__WORK ITEM__
Read through the listing, and wherever a line holds the word "street", return it.

####################

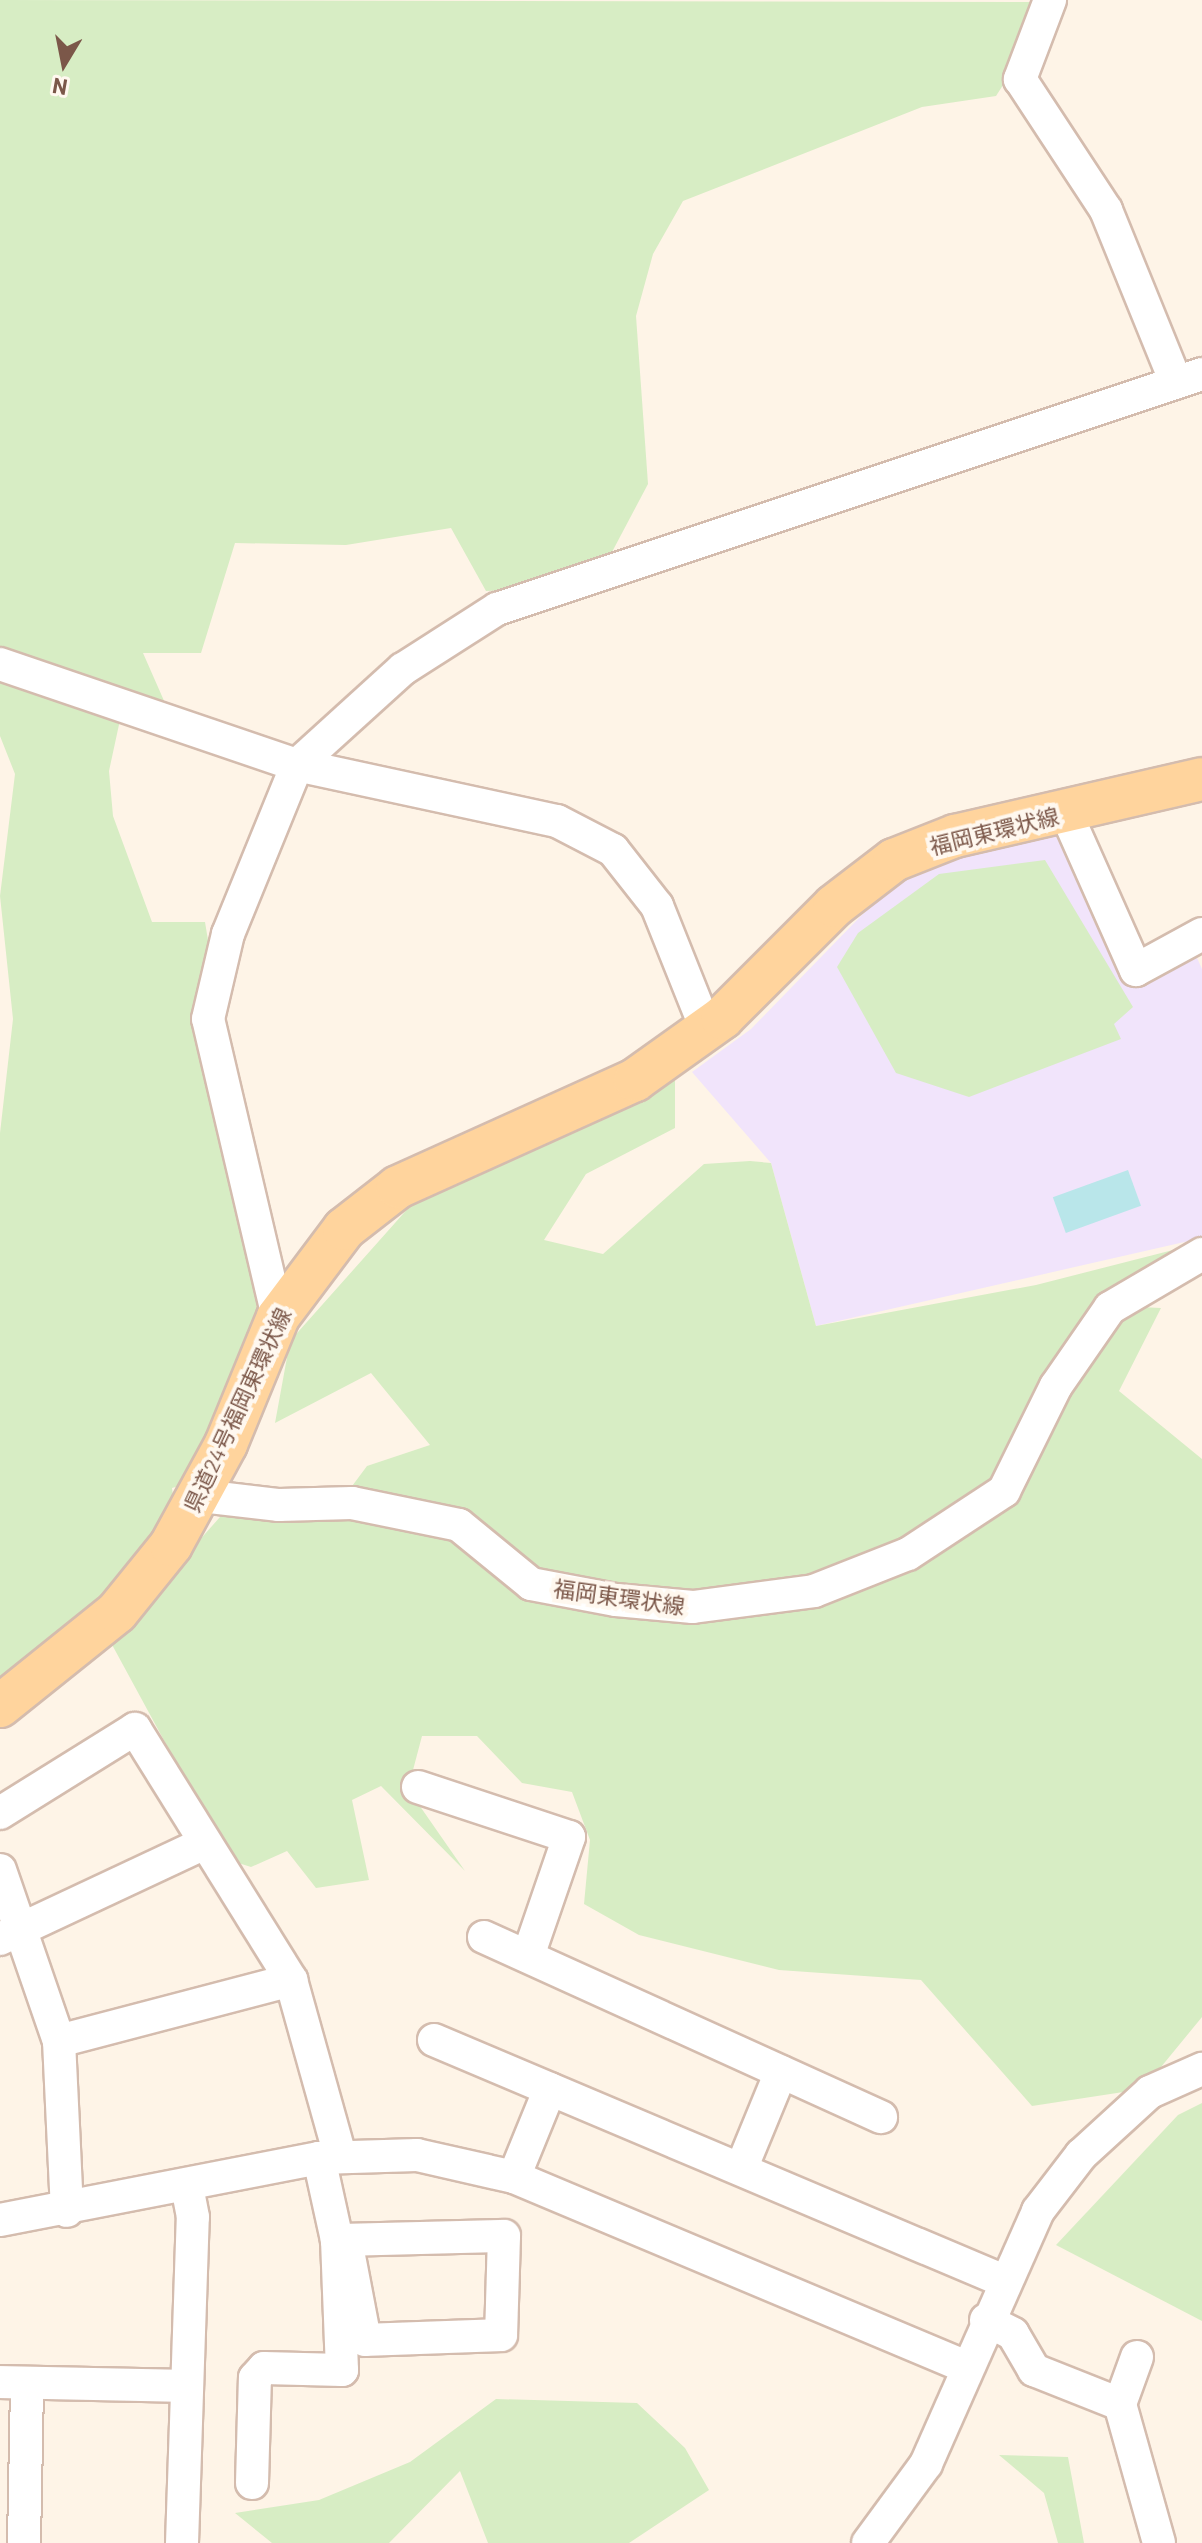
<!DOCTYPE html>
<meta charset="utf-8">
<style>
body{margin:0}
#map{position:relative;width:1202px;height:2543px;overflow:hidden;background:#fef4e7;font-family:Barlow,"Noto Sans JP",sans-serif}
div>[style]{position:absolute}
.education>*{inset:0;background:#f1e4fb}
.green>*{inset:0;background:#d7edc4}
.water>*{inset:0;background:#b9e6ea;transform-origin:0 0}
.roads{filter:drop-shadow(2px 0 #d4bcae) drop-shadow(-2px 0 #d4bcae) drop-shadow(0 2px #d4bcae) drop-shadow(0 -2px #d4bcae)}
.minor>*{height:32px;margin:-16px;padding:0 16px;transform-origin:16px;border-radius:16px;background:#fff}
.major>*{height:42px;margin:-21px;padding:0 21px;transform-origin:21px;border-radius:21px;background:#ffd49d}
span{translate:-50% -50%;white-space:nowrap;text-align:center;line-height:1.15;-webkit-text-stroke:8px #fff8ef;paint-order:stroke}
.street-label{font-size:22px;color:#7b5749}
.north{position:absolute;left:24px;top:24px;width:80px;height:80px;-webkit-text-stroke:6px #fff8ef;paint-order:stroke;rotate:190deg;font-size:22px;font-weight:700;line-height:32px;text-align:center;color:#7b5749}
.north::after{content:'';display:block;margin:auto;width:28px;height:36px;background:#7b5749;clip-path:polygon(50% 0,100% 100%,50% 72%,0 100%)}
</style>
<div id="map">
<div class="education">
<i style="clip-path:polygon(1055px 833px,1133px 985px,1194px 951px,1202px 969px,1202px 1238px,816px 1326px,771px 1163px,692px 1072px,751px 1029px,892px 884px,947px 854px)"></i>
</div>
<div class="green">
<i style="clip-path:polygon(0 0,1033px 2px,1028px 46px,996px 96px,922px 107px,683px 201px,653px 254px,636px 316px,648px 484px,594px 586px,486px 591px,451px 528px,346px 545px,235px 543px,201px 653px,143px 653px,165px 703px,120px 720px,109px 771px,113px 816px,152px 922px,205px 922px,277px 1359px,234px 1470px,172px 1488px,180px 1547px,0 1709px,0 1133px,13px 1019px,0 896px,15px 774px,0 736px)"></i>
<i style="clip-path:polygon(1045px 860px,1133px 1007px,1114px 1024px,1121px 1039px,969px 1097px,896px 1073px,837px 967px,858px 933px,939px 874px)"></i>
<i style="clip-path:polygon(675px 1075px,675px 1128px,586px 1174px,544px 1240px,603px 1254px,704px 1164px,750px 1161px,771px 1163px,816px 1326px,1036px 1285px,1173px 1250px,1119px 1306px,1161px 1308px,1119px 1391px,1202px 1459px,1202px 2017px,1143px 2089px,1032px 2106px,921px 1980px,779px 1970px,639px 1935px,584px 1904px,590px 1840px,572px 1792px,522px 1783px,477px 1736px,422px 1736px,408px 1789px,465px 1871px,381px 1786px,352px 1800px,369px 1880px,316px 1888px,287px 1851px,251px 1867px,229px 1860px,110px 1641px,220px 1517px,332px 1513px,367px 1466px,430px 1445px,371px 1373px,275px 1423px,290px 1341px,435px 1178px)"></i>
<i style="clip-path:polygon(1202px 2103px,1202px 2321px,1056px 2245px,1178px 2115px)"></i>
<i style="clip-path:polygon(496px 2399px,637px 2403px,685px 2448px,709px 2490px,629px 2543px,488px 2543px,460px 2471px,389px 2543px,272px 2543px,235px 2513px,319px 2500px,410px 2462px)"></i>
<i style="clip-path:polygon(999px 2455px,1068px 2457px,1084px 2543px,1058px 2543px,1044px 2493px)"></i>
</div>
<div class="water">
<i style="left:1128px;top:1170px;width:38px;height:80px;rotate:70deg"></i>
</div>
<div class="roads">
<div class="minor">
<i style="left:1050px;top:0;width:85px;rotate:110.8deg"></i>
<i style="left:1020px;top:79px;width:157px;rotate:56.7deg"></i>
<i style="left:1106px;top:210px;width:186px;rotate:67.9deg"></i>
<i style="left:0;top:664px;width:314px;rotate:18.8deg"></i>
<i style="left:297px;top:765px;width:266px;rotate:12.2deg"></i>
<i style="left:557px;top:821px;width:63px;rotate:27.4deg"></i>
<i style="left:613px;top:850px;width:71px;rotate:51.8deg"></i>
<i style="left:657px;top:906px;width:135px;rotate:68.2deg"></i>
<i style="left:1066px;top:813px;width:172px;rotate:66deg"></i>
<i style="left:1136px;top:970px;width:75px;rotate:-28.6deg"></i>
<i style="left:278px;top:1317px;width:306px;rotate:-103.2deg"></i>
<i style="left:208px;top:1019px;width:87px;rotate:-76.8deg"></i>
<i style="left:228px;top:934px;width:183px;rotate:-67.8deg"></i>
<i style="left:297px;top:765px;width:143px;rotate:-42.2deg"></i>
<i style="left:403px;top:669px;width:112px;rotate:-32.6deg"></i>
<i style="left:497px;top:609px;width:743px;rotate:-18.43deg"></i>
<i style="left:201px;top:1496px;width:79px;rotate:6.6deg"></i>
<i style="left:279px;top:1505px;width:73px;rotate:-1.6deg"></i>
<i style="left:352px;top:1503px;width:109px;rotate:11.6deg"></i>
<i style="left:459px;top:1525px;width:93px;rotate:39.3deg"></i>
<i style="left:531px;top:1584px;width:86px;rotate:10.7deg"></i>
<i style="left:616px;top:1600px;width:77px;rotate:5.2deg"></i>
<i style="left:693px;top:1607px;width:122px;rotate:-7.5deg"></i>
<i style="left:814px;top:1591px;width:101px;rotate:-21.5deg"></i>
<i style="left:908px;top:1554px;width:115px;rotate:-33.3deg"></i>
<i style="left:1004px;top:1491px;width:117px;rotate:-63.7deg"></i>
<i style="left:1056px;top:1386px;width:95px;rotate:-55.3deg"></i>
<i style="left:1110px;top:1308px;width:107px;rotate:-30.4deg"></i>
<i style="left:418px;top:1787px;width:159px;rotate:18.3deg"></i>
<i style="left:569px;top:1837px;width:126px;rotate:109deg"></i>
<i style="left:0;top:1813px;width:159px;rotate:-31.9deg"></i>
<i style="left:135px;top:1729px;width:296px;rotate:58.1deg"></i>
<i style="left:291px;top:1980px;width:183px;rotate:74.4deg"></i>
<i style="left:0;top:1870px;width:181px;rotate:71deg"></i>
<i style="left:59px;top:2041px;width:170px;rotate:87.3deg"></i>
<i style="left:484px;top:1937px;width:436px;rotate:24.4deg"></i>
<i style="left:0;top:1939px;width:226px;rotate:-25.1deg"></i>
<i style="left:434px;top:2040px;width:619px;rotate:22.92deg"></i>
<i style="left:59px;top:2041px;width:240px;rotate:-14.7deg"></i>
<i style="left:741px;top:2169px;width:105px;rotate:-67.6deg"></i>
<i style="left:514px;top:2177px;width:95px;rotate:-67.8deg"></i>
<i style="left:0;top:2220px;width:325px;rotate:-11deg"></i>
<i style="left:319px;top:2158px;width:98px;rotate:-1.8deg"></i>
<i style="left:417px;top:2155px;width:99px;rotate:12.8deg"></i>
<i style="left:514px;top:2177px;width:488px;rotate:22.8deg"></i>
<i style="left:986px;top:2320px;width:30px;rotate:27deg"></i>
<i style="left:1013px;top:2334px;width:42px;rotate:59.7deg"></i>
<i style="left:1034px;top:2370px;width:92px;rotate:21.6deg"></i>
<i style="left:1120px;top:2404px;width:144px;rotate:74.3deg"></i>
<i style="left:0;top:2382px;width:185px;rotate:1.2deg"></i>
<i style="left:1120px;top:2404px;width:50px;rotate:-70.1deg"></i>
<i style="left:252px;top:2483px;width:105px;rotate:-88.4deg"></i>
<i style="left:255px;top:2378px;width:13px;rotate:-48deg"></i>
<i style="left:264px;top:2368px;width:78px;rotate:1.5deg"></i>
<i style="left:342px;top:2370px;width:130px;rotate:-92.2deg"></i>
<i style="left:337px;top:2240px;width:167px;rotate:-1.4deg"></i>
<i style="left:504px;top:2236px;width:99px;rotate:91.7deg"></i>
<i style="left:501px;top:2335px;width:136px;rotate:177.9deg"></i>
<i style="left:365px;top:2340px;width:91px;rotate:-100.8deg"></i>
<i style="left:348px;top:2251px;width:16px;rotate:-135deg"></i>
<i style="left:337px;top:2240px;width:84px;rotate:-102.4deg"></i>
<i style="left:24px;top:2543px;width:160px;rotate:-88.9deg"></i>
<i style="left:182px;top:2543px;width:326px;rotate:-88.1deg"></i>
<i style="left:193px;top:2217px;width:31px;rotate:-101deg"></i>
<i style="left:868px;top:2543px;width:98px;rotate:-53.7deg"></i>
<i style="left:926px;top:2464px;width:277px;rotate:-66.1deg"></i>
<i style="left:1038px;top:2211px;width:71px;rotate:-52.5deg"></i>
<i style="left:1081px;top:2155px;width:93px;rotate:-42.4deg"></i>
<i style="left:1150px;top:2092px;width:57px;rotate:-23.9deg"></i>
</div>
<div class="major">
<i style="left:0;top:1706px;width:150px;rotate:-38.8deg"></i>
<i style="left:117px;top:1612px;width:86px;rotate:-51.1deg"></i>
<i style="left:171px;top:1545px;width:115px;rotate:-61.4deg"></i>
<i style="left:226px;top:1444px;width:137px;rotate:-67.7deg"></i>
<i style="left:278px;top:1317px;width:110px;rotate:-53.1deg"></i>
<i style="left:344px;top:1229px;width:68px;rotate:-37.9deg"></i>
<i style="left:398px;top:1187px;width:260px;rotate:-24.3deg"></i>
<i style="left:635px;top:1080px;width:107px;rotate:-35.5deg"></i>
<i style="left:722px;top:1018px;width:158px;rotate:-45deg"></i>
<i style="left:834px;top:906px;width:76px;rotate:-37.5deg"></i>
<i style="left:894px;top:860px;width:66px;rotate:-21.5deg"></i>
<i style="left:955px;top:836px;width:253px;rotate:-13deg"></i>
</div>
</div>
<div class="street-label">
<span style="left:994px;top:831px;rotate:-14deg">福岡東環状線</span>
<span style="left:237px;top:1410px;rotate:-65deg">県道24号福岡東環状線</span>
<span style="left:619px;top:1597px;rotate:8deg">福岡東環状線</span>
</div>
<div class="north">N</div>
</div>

####################

__RESULT BELOW__
.street-label{font-size:22px;color:#7b5749}
<div class="street-label">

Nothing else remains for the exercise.